→ **AIM OF THE TASK**
The task calls for each record to be given again exactly.

BEGIN MATERIALS PROVIDED

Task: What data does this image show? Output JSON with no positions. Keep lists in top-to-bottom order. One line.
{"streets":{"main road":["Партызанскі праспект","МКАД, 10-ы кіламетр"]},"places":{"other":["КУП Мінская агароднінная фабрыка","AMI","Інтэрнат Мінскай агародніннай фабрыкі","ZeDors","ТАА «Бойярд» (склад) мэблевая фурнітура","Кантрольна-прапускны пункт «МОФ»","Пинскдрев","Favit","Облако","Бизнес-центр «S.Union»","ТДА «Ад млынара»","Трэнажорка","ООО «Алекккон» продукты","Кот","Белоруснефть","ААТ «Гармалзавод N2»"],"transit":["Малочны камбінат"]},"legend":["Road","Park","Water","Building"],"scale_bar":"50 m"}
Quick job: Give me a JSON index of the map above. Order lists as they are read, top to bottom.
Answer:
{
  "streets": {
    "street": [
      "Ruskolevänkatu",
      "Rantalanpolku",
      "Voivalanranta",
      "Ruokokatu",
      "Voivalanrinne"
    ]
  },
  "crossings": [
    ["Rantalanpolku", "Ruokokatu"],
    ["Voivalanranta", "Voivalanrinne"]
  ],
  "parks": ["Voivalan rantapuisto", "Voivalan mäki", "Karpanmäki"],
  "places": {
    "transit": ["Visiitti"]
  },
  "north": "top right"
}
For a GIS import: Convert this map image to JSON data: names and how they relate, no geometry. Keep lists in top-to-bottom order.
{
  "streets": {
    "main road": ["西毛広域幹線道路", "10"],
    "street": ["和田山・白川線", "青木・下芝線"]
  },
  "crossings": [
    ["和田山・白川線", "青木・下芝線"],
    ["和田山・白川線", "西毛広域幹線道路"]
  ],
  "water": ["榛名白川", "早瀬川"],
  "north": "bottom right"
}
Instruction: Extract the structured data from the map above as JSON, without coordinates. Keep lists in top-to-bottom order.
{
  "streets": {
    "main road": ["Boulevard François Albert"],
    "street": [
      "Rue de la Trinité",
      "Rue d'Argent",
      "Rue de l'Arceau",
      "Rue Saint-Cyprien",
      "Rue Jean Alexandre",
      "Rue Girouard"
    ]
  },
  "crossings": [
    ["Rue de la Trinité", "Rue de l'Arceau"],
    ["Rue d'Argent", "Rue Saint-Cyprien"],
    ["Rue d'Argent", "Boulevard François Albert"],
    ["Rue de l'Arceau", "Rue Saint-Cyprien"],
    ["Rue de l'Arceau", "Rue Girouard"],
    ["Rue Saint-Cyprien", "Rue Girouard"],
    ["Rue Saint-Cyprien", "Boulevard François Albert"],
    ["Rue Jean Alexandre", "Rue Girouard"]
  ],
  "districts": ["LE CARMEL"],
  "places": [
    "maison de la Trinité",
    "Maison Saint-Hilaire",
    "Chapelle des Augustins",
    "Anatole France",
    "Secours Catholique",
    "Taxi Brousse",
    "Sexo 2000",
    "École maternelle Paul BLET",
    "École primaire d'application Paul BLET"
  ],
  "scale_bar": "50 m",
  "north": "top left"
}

END MATERIALS PROVIDED

→ **WRITTEN ANSWER**
Task: What data does this image show? Output JSON with no positions. Keep lists in top-to-bottom order. One line.
{"streets":{"main road":["Партызанскі праспект","МКАД, 10-ы кіламетр"]},"places":{"other":["КУП Мінская агароднінная фабрыка","AMI","Інтэрнат Мінскай агародніннай фабрыкі","ZeDors","ТАА «Бойярд» (склад) мэблевая фурнітура","Кантрольна-прапускны пункт «МОФ»","Пинскдрев","Favit","Облако","Бизнес-центр «S.Union»","ТДА «Ад млынара»","Трэнажорка","ООО «Алекккон» продукты","Кот","Белоруснефть","ААТ «Гармалзавод N2»"],"transit":["Малочны камбінат"]},"legend":["Road","Park","Water","Building"],"scale_bar":"50 m"}
Quick job: Give me a JSON index of the map above. Order lists as they are read, top to bottom.
Answer:
{
  "streets": {
    "street": [
      "Ruskolevänkatu",
      "Rantalanpolku",
      "Voivalanranta",
      "Ruokokatu",
      "Voivalanrinne"
    ]
  },
  "crossings": [
    ["Rantalanpolku", "Ruokokatu"],
    ["Voivalanranta", "Voivalanrinne"]
  ],
  "parks": ["Voivalan rantapuisto", "Voivalan mäki", "Karpanmäki"],
  "places": {
    "transit": ["Visiitti"]
  },
  "north": "top right"
}
For a GIS import: Convert this map image to JSON data: names and how they relate, no geometry. Keep lists in top-to-bottom order.
{
  "streets": {
    "main road": ["西毛広域幹線道路", "10"],
    "street": ["和田山・白川線", "青木・下芝線"]
  },
  "crossings": [
    ["和田山・白川線", "青木・下芝線"],
    ["和田山・白川線", "西毛広域幹線道路"]
  ],
  "water": ["榛名白川", "早瀬川"],
  "north": "bottom right"
}
Instruction: Extract the structured data from the map above as JSON, without coordinates. Keep lists in top-to-bottom order.
{
  "streets": {
    "main road": ["Boulevard François Albert"],
    "street": [
      "Rue de la Trinité",
      "Rue d'Argent",
      "Rue de l'Arceau",
      "Rue Saint-Cyprien",
      "Rue Jean Alexandre",
      "Rue Girouard"
    ]
  },
  "crossings": [
    ["Rue de la Trinité", "Rue de l'Arceau"],
    ["Rue d'Argent", "Rue Saint-Cyprien"],
    ["Rue d'Argent", "Boulevard François Albert"],
    ["Rue de l'Arceau", "Rue Saint-Cyprien"],
    ["Rue de l'Arceau", "Rue Girouard"],
    ["Rue Saint-Cyprien", "Rue Girouard"],
    ["Rue Saint-Cyprien", "Boulevard François Albert"],
    ["Rue Jean Alexandre", "Rue Girouard"]
  ],
  "districts": ["LE CARMEL"],
  "places": [
    "maison de la Trinité",
    "Maison Saint-Hilaire",
    "Chapelle des Augustins",
    "Anatole France",
    "Secours Catholique",
    "Taxi Brousse",
    "Sexo 2000",
    "École maternelle Paul BLET",
    "École primaire d'application Paul BLET"
  ],
  "scale_bar": "50 m",
  "north": "top left"
}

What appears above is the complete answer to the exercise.